What the exercise asks → A faithful copy of the data is the goal; set it down exactly, without the images.

Information shown →
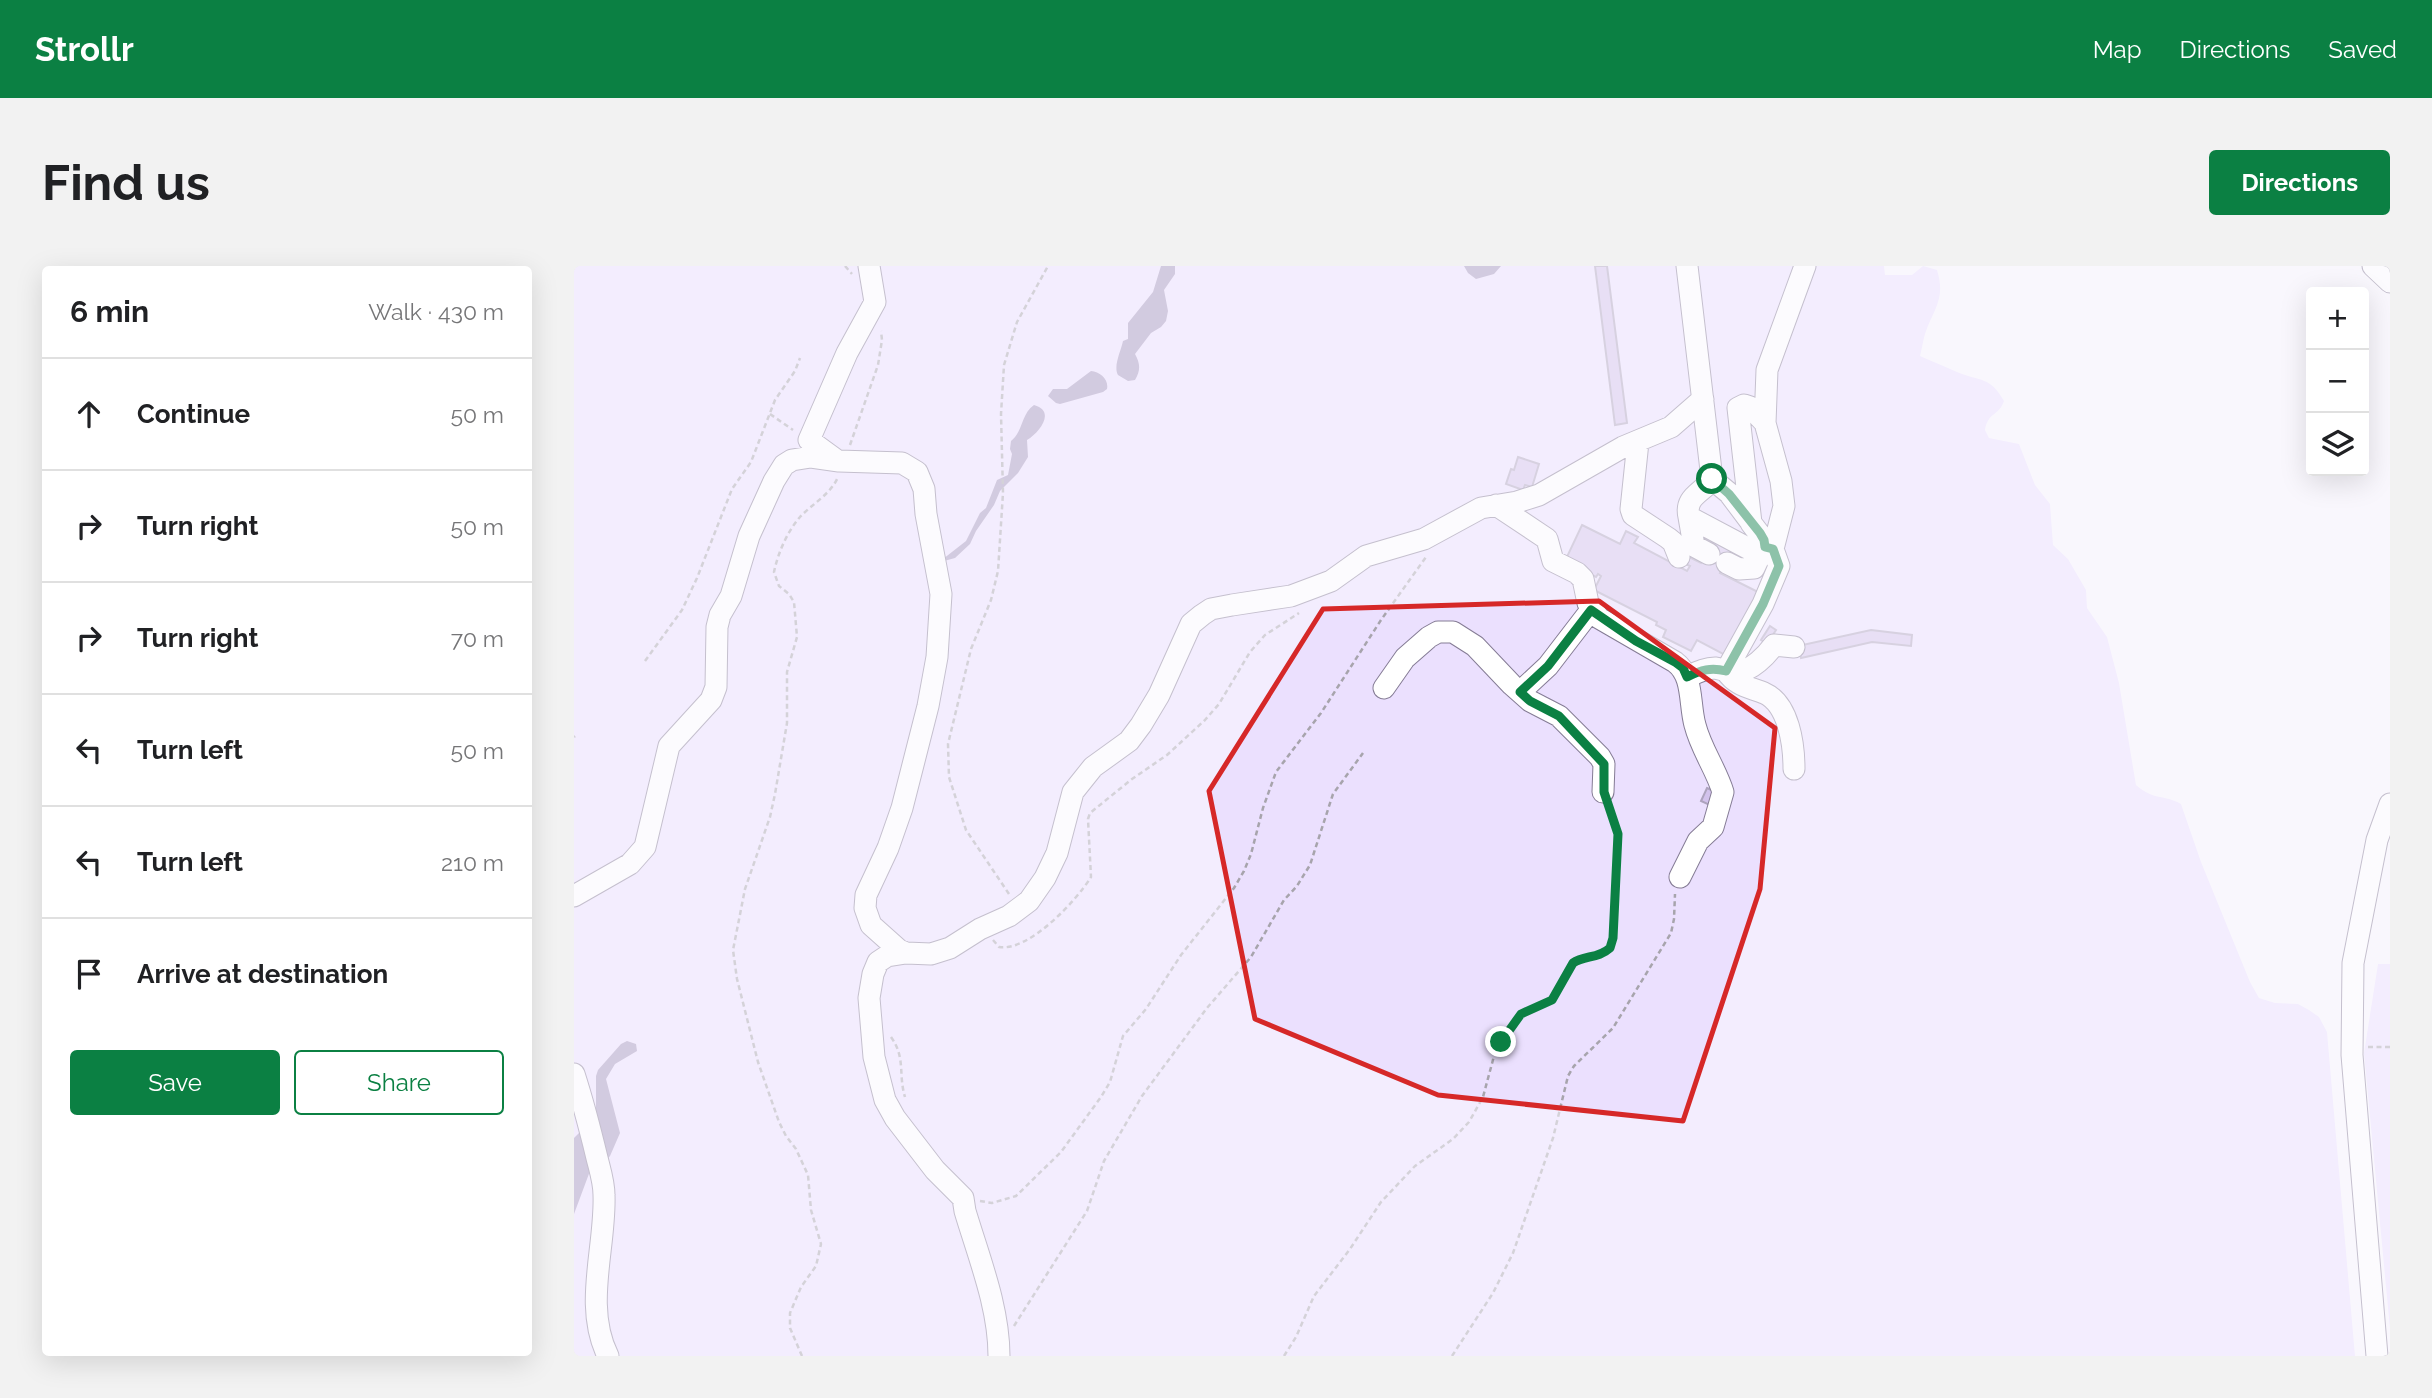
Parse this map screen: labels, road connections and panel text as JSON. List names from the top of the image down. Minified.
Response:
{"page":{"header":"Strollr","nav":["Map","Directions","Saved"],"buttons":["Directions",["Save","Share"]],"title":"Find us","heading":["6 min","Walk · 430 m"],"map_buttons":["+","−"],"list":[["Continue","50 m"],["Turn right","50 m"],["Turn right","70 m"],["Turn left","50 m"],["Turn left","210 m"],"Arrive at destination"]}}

Your response →
Parse this map screen: labels, road connections and panel text as JSON. List names from the top of the image down. Minified.
Response:
{"page":{"header":"Strollr","nav":["Map","Directions","Saved"],"buttons":["Directions",["Save","Share"]],"title":"Find us","heading":["6 min","Walk · 430 m"],"map_buttons":["+","−"],"list":[["Continue","50 m"],["Turn right","50 m"],["Turn right","70 m"],["Turn left","50 m"],["Turn left","210 m"],"Arrive at destination"]}}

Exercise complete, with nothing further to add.